Could you count the lines below that include the word "rect" and give only the number?

* DATA SHOWN
--------------------------------------------------
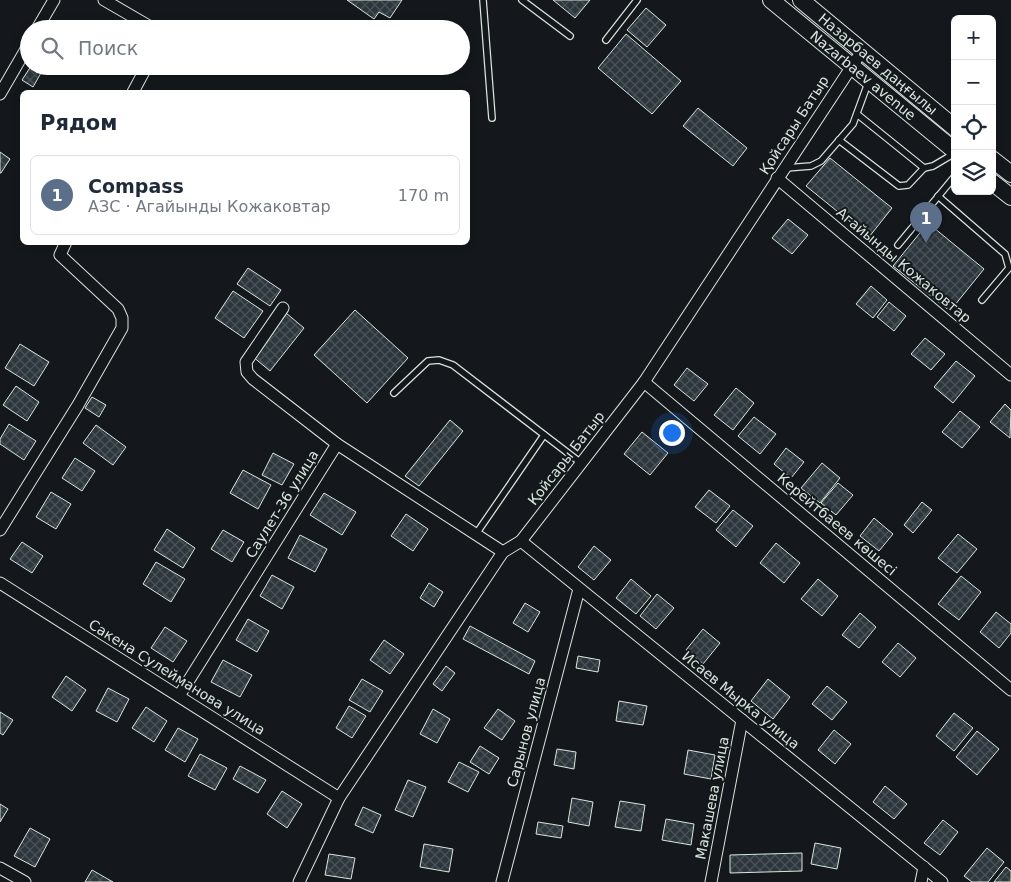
<!DOCTYPE html>
<html lang="ru">
<head>
<meta charset="utf-8">
<style>
  body { margin:0; font-family:"DejaVu Sans",sans-serif; background:#f2f2f3; color:#1f2937 }
  .controls { position:absolute; right:15px; top:15px; display:grid; overflow:hidden; border-radius:8px; box-shadow:0 2px 8px #0003 }
  .controls button { width:45px; height:45px; display:grid; place-items:center; padding:0; border:0; border-bottom:1px solid #e0e1e3; background:#fff; color:#1f2937; font:25px sans-serif }
  .you { position:absolute; left:671px; top:432px; width:18px; height:18px; margin:-12px; border:4px solid #fff; border-radius:50%; background:#1a73e8; box-shadow:0 0 0 8px #1a73e833 }
  .badge { display:grid; place-items:center; width:32px; height:32px; border-radius:50%; background:#111827; color:#fff; font-size:16px; font-weight:700 }
  .pin { position:absolute; translate:-50% -41px; filter:drop-shadow(0 1px 2px #0008) }
  .pin::after { content:''; position:absolute; top:26px; width:18px; height:15px; background:inherit; clip-path:polygon(0 0,100% 0,50% 100%) }
  .list { margin:0; padding:0; list-style:none }
  h2 { display:flex; justify-content:space-between; align-items:center; height:65px; margin:0; padding:0 20px; font-size:21px }
  h2 small { font-size:16px; font-weight:400; color:#747a83 }
  .list li { display:grid; grid-template-columns:32px 1fr auto; gap:15px; align-items:center; box-sizing:border-box; height:80px; margin:0 10px 10px; padding:0 10px; border:1px solid #e0e1e3; border-radius:8px }
  .list b { display:block; font-size:19px; white-space:nowrap }
  .list p { margin:0; font-size:16px; white-space:nowrap; color:#747a83 }
  .list em { font-size:16px; font-style:normal; color:#747a83 }
  .icon { flex:none; width:28px; height:28px; fill:none; stroke:currentColor; stroke-width:2; stroke-linecap:round; stroke-linejoin:round }
  .map { position:relative; flex:none; width:1011px; height:882px; overflow:hidden }
  .search { position:absolute; background:#fff; box-shadow:0 2px 8px #0003; left:20px; top:20px; width:450px; height:55px; display:flex; align-items:center; gap:12px; box-sizing:border-box; padding:0 18px; border-radius:28px; color:#747a83; font-size:19px }
  .panel { position:absolute; background:#fff; box-shadow:0 2px 8px #0003; left:20px; top:90px; width:450px; height:155px; border-radius:8px }
  .map>svg:first-child { display:block }
  .building { fill:url(#building-cross-hatch); stroke:#d8e6dc }
  .lines { fill:none; stroke-linecap:round; stroke-linejoin:round }
  .lane-casing { stroke:#d8e6dc; stroke-width:8 }
  .street-casing { stroke:#d8e6dc; stroke-width:13 }
  .secondary-casing { stroke:#d8e6dc; stroke-width:18 }
  .lane { stroke:#14181c; stroke-width:5.5 }
  .street { stroke:#14181c; stroke-width:11 }
  .secondary { stroke:#14181c; stroke-width:16 }
  .labels { text-anchor:middle; dominant-baseline:central; stroke-width:4; stroke-linejoin:round; paint-order:stroke }
  .street-label { font-size:14px; fill:#d8e6dc; stroke:#14181c }
</style>
</head>
<body>
<div class="map">
<svg width="1011" height="882" viewBox="0 0 1011 882">
  <defs>
    <pattern id="building-cross-hatch" width="8" height="8" patternUnits="userSpaceOnUse" patternTransform="scale(1.25)"><rect width="8" height="8" fill="#2c363c"/><path d="M0 0l8 8M0 8l8-8" fill="none" stroke="#4a5358"/></pattern>
  </defs>
  <rect width="100%" height="100%" fill="#14181c"/>
  <g class="building">
    <path d="M347,0h55l-12,18 -11,-6 -5,7z"/>
    <path d="M553,0h37l-15,18z"/>
    <path d="M646,8l20,17 -19,22 -20,-17z"/>
    <path d="M626,34l55,47 -29,33 -54,-46z"/>
    <path d="M31,66h14l-12,21 -11,-7z"/>
    <path d="M104,66h14l-4,7z"/>
    <path d="M698,108l49,40 -14,18 -50,-40z"/>
    <path d="M0,152l10,7 -9,14h-1z"/>
    <path d="M830,158l62,50 -23,29 -63,-51z"/>
    <path d="M788,219l20,16 -16,19 -20,-16z"/>
    <path d="M928,223l56,46 -34,42 -57,-45z"/>
    <path d="M248,268l33,22 -11,16 -33,-22z"/>
    <path d="M871,286l16,14 -14,18 -17,-14z"/>
    <path d="M233,291l30,20 -19,27 -29,-20z"/>
    <path d="M889,302l17,14 -12,15 -17,-14z"/>
    <path d="M355,310l53,48 -41,45 -53,-48z"/>
    <path d="M286,313l18,15 -34,43 -18,-15z"/>
    <path d="M925,338l20,16 -14,16 -20,-16z"/>
    <path d="M20,344l29,18 -15,24 -29,-18z"/>
    <path d="M956,361l19,15 -22,27 -19,-16z"/>
    <path d="M687,368l21,16 -14,17 -20,-16z"/>
    <path d="M16,386l23,16 -12,19 -24,-16z"/>
    <path d="M736,388l18,15 -21,27 -19,-15z"/>
    <path d="M92,397l14,8 -7,12 -14,-9z"/>
    <path d="M1005,404l6,6 -1,28 -20,-16z"/>
    <path d="M960,411l20,16 -18,21 -20,-16z"/>
    <path d="M754,417l22,17 -16,20 -22,-18z"/>
    <path d="M450,420l13,11 -44,55 -14,-10z"/>
    <path d="M9,424l27,17 -12,19 -24,-16v-5z"/>
    <path d="M96,425l30,22 -13,18 -30,-22z"/>
    <path d="M642,432l26,21 -18,22 -26,-21z"/>
    <path d="M786,448l18,14 -13,16 -17,-14z"/>
    <path d="M273,453l21,11 -12,21 -20,-10z"/>
    <path d="M75,458l20,13 -13,20 -20,-13z"/>
    <path d="M822,463l18,15 -20,25 -19,-15z"/>
    <path d="M243,470l28,15 -13,24 -28,-16z"/>
    <path d="M838,483l15,12 -17,20 -15,-12z"/>
    <path d="M709,490l21,16 -14,17 -21,-16z"/>
    <path d="M51,492l20,12 -15,25 -20,-12z"/>
    <path d="M324,493l32,19 -14,23 -32,-20z"/>
    <path d="M922,502l10,8 -19,23 -9,-8z"/>
    <path d="M733,510l20,16 -17,21 -20,-17z"/>
    <path d="M406,514l22,15 -15,22 -22,-15z"/>
    <path d="M874,518l19,16 -14,17 -19,-15z"/>
    <path d="M167,529l28,19 -12,20 -29,-18z"/>
    <path d="M223,530l21,12 -12,20 -21,-13z"/>
    <path d="M958,534l19,15 -20,24 -19,-15z"/>
    <path d="M300,535l27,14 -12,23 -27,-14z"/>
    <path d="M22,542l21,14 -11,17 -22,-14z"/>
    <path d="M776,543l24,20 -16,20 -24,-20z"/>
    <path d="M594,546l17,14 -17,20 -16,-13z"/>
    <path d="M156,562l29,17 -14,23 -28,-18z"/>
    <path d="M272,575l22,12 -12,22 -22,-13z"/>
    <path d="M961,576l20,16 -22,28 -21,-16z"/>
    <path d="M631,579l20,17 -15,18 -20,-16z"/>
    <path d="M818,579l20,17 -16,20 -21,-17z"/>
    <path d="M429,583l14,9 -9,15 -14,-9z"/>
    <path d="M657,594l17,14 -18,21 -16,-13z"/>
    <path d="M525,603l15,9 -12,20 -15,-9z"/>
    <path d="M996,612l15,12v9l-12,15 -19,-16z"/>
    <path d="M860,613l16,14 -17,21 -17,-13z"/>
    <path d="M248,619l21,12 -12,21 -21,-12z"/>
    <path d="M470,626l65,35 -6,13 -66,-35z"/>
    <path d="M165,627l22,14 -14,21 -22,-14z"/>
    <path d="M703,629l17,14 -17,21 -17,-14z"/>
    <path d="M384,640l20,14 -14,20 -20,-14z"/>
    <path d="M898,643l18,15 -16,19 -18,-15z"/>
    <path d="M578,656l22,4 -2,12 -22,-4z"/>
    <path d="M223,660l29,15 -12,22 -29,-15z"/>
    <path d="M446,666l9,7 -13,18 -9,-7z"/>
    <path d="M66,676l20,14 -14,21 -20,-14z"/>
    <path d="M362,679l21,12 -13,21 -21,-12z"/>
    <path d="M768,679l22,18 -17,22 -22,-18z"/>
    <path d="M827,686l20,16 -15,18 -20,-16z"/>
    <path d="M108,688l21,11 -12,23 -21,-11z"/>
    <path d="M619,701l28,5 -4,19 -27,-4z"/>
    <path d="M349,706l17,10 -14,22 -16,-10z"/>
    <path d="M146,707l21,14 -13,21 -22,-14z"/>
    <path d="M433,709l17,10 -13,24 -17,-9z"/>
    <path d="M498,709l17,12 -13,19 -18,-12z"/>
    <path d="M0,712l13,8 -10,15 -3,-2z"/>
    <path d="M954,713l19,15 -19,23 -18,-15z"/>
    <path d="M178,728l20,11 -13,23 -20,-12z"/>
    <path d="M834,730l17,14 -16,20 -17,-14z"/>
    <path d="M977,731l22,18 -22,26 -21,-18z"/>
    <path d="M480,746l19,12 -10,16 -19,-12z"/>
    <path d="M557,749l19,3 -2,17 -20,-4z"/>
    <path d="M688,750l27,5 -4,24 -27,-5z"/>
    <path d="M200,754l27,14 -12,22 -27,-14z"/>
    <path d="M459,762l20,10 -11,20 -20,-10z"/>
    <path d="M240,766l26,14 -8,13 -25,-14z"/>
    <path d="M408,780l18,7 -13,30 -18,-7z"/>
    <path d="M885,786l22,18 -13,15 -21,-17z"/>
    <path d="M282,791l20,13 -15,24 -20,-14z"/>
    <path d="M572,798l21,4 -4,24 -21,-4z"/>
    <path d="M620,801l25,4 -4,26 -26,-4z"/>
    <path d="M0,804l8,5 -8,13z"/>
    <path d="M363,807l18,8 -8,18 -18,-8z"/>
    <path d="M666,819l28,5 -3,21 -29,-5z"/>
    <path d="M943,820l15,12 -18,23 -16,-12z"/>
    <path d="M538,822l25,4 -2,12 -25,-4z"/>
    <path d="M30,828l20,11 -15,28 -21,-11z"/>
    <path d="M815,843l26,5 -4,21 -26,-5z"/>
    <path d="M424,844l29,5 -4,23 -29,-5z"/>
    <path d="M987,848l17,14 -16,20h-16l-8,-6z"/>
    <path d="M802,853v18l-72,2v-18z"/>
    <path d="M329,854l26,4 -4,21 -26,-4z"/>
    <path d="M1006,867l5,4v11h-17z"/>
    <path d="M92,870l21,12h-28z"/>
  </g>
  <g class="lines">
    <defs>
      <g id="lane">
        <path d="M483,0l9,118"/>
        <path d="M522,0l48,36"/>
        <path d="M606,40l31,-40"/>
        <path d="M857,114l67,54 9,-2 22,-13"/>
        <path d="M839,140l60,46 9,-1 16,-17"/>
        <path d="M786,168l25,-2 10,-5 32,-37 15,-41"/>
        <path d="M938,196l67,58 4,14 -27,32"/>
        <path d="M898,245l57,-69"/>
        <path d="M394,393l34,-32 11,-1 14,5 128,98"/>
        <path d="M476,534l68,-99"/>
      </g>
      <g id="street">
        <path d="M104,0l50,29"/>
        <path d="M37,29l17,-29"/>
        <path d="M133,92l14,-26"/>
        <path d="M0,94l29,-50"/>
        <path d="M777,178l234,197"/>
        <path d="M283,308l-37,54 1,10 6,7 84,65"/>
        <path d="M644,382l367,308"/>
        <path d="M0,530l78,-125 44,-77v-10l-4,-9 -58,-54 6,-13"/>
        <path d="M521,541l421,341"/>
        <path d="M0,583l339,215"/>
        <path d="M179,696l158,-252 166,108"/>
        <path d="M0,868l25,14"/>
        <path d="M299,882l40,-84 164,-246 18,-11 123,-159 218,-331"/>
        <path d="M502,882l77,-293"/>
        <path d="M711,882l31,-162"/>
        <path d="M921,882l3,-15"/>
      </g>
      <g id="secondary">
        <path id="s1" d="M771,0l184,151"/>
        <path id="s2" d="M801,0l154,128"/>
        <path d="M992,159l19,15"/>
        <path d="M992,182l19,15"/>
      </g>
    </defs>
    <use href="#lane" class="lane-casing"/>
    <use href="#street" class="street-casing"/>
    <use href="#secondary" class="secondary-casing"/>
    <use href="#lane" class="lane"/>
    <use href="#street" class="street"/>
    <use href="#secondary" class="secondary"/>
  </g>
  <g class="labels">
    <g class="street-label">
      <text stroke="none"><textPath href="#s2" startOffset="100">Назарбаев даңғылы</textPath></text>
      <text stroke="none"><textPath href="#s1" startOffset="119">Nazarbaev avenue</textPath></text>
      <text transform="translate(794 125) rotate(-57)">Қойсары Батыр</text>
      <text transform="translate(904 265) rotate(40)">Агайынды Кожаковтар</text>
      <text transform="translate(566 458) rotate(-52)">Қойсары Батыр</text>
      <text transform="translate(282 504) rotate(-58)">Саулет-36 улица</text>
      <text transform="translate(837 524) rotate(40)">Керейтбаеев көшесі</text>
      <text transform="translate(177 677) rotate(32)">Сакена Сулейманова улица</text>
      <text transform="translate(741 700) rotate(39)">Исаев Мырка улица</text>
      <text transform="translate(526 732) rotate(-75)">Сарынов улица</text>
      <text transform="translate(712 798) rotate(-79)">Макашева улица</text>
    </g>
  </g>
</svg>
<div class="controls">
<button>+</button>
<button>−</button>
<button><svg class="icon" aria-label="locate" viewBox="0 0 24 24"><circle cx="12" cy="12" r="6"/><path d="M12 2v4M12 18v4M2 12h4M18 12h4"/></svg></button>
<button><svg class="icon" aria-label="layers" viewBox="0 0 24 24"><path d="M12 4l9 5-9 5-9-5zM3 14l9 5 9-5"/></svg></button>
</div>
<div class="you"></div>
<div class="pin badge" style="left:926px;top:243px;background:#5c6f8a">1</div>
<div class="search"><svg class="icon" aria-label="search" viewBox="0 0 24 24"><circle cx="10" cy="10" r="6"/><path d="M15 15l6 6"/></svg>Поиск</div>
<section class="panel">
<h2>Рядом<small></small></h2>
<ul class="list">
<li><span class="badge" style="background:#5c6f8a">1</span><div><b>Compass</b><p>АЗС · Агайынды Кожаковтар</p></div><em>170 m</em></li>
</ul>
</section>
</div>
</body>
</html>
--------------------------------------------------
* SOLUTION FOR THIS PROBLEM
2